• Task description
Among the entries, find each line that includes the string "canvas" and list it.

Saved entries
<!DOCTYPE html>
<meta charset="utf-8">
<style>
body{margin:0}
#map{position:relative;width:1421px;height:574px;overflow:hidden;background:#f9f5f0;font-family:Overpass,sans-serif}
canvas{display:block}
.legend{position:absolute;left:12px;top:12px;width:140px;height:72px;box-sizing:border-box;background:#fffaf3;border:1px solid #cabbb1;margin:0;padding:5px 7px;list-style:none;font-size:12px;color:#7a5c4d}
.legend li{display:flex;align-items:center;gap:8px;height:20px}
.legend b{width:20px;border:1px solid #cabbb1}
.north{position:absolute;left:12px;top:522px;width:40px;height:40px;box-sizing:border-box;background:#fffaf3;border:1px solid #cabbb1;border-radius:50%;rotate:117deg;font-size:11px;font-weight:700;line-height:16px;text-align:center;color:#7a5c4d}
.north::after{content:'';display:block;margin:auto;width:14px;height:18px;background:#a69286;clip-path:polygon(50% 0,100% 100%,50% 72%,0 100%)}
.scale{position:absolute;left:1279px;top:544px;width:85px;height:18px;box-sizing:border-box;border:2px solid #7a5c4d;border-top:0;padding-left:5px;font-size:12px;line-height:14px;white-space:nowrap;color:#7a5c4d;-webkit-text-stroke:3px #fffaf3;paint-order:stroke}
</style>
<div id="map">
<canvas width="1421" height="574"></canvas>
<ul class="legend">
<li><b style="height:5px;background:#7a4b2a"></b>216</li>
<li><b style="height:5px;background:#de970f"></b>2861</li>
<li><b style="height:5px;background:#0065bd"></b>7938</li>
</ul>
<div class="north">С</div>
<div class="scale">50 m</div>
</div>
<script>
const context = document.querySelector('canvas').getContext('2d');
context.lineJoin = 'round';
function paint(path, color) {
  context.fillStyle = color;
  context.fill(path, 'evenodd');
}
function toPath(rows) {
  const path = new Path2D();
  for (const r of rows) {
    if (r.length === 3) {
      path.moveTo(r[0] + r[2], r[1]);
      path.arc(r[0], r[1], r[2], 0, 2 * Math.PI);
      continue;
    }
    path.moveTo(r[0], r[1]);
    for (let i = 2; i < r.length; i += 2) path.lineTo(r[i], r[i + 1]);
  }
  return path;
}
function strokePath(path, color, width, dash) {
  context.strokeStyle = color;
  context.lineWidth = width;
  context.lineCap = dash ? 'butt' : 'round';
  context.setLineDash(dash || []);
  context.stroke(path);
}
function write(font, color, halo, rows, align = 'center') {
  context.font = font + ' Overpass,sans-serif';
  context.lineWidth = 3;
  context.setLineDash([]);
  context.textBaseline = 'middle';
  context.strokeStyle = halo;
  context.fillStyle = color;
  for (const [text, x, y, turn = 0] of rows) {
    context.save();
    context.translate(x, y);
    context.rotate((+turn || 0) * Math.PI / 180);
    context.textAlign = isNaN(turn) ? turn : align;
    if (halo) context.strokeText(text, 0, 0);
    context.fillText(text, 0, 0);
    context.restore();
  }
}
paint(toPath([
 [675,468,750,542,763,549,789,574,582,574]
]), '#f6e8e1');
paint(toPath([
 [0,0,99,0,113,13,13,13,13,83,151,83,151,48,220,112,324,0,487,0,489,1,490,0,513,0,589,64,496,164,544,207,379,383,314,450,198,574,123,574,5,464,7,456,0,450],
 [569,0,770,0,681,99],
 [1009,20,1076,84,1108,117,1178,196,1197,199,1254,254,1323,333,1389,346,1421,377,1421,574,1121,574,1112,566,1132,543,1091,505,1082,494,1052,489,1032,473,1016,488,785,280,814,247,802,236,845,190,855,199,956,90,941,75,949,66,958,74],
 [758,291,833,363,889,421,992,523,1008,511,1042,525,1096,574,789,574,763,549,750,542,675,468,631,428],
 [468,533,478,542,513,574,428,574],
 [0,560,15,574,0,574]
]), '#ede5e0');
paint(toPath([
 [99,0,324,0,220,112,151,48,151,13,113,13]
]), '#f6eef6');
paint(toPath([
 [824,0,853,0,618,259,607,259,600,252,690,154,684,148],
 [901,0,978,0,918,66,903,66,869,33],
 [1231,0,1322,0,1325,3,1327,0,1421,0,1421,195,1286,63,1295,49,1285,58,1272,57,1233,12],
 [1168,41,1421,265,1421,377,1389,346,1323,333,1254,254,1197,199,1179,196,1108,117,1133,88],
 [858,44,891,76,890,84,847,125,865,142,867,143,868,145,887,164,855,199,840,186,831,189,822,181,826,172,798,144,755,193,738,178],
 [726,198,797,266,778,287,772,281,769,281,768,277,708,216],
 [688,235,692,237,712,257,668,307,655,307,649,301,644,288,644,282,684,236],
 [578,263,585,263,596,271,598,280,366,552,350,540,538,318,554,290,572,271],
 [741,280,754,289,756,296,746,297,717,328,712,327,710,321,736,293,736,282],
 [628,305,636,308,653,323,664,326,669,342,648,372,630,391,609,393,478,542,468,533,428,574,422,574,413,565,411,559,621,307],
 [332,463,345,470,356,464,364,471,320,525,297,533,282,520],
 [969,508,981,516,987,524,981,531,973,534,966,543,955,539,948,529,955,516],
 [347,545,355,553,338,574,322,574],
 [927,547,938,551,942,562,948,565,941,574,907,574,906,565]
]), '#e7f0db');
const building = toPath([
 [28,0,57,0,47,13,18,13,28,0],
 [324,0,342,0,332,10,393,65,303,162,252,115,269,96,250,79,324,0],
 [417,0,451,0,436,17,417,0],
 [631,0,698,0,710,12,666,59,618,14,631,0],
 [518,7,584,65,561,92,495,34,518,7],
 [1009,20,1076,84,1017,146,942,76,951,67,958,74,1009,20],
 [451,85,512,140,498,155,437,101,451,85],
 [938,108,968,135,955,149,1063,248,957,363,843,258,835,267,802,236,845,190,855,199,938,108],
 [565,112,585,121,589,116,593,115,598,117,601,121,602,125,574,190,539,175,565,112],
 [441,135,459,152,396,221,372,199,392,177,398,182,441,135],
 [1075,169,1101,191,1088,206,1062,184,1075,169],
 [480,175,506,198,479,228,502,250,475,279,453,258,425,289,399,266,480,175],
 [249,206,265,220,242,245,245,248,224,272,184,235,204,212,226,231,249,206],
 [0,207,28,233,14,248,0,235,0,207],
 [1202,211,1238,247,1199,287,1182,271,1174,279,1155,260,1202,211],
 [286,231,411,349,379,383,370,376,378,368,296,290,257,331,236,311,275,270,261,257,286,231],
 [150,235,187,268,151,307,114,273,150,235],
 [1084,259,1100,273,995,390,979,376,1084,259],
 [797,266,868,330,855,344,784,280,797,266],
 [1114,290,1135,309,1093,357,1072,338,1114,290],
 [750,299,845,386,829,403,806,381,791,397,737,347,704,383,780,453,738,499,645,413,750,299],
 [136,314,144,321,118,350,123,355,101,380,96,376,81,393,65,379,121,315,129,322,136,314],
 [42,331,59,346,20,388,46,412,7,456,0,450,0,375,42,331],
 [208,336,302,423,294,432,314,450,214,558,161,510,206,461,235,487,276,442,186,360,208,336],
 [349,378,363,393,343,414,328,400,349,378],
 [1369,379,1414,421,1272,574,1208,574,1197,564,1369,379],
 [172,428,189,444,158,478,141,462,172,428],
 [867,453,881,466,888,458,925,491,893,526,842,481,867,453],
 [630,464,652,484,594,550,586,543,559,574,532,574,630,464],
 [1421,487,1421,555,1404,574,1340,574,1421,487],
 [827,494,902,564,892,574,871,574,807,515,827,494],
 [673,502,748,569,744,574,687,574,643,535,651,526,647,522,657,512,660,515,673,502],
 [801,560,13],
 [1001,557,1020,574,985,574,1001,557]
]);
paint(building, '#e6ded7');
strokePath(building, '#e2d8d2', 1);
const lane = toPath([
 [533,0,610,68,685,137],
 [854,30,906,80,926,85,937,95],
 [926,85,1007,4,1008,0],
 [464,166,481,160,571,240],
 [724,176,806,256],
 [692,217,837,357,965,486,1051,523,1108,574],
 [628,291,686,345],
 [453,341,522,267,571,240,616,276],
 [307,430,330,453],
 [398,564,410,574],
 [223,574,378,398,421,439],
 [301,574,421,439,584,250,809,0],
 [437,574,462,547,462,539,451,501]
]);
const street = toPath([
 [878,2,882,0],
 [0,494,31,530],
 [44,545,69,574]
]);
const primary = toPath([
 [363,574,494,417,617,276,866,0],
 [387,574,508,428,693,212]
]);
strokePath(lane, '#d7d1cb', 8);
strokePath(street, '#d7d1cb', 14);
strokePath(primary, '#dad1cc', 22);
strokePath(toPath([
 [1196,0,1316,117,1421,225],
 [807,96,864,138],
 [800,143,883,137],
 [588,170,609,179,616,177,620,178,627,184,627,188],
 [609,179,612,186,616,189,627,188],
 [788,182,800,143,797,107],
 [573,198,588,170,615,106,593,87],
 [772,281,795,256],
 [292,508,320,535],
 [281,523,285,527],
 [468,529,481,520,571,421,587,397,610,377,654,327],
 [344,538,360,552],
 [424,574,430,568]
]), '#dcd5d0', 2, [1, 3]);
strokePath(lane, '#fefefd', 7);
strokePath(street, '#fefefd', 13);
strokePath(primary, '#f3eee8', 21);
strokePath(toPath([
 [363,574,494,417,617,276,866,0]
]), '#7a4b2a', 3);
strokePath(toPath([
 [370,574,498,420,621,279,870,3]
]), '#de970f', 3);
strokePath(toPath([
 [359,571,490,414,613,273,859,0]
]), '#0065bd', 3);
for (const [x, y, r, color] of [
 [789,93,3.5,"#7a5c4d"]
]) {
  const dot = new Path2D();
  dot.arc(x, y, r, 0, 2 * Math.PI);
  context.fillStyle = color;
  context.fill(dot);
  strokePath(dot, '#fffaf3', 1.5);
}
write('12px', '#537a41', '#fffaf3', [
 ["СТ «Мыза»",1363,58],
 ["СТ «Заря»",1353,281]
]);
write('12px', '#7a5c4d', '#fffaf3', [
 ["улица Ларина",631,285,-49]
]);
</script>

• Answer section
canvas{display:block}
<canvas width="1421" height="574"></canvas>
const context = document.querySelector('canvas').getContext('2d');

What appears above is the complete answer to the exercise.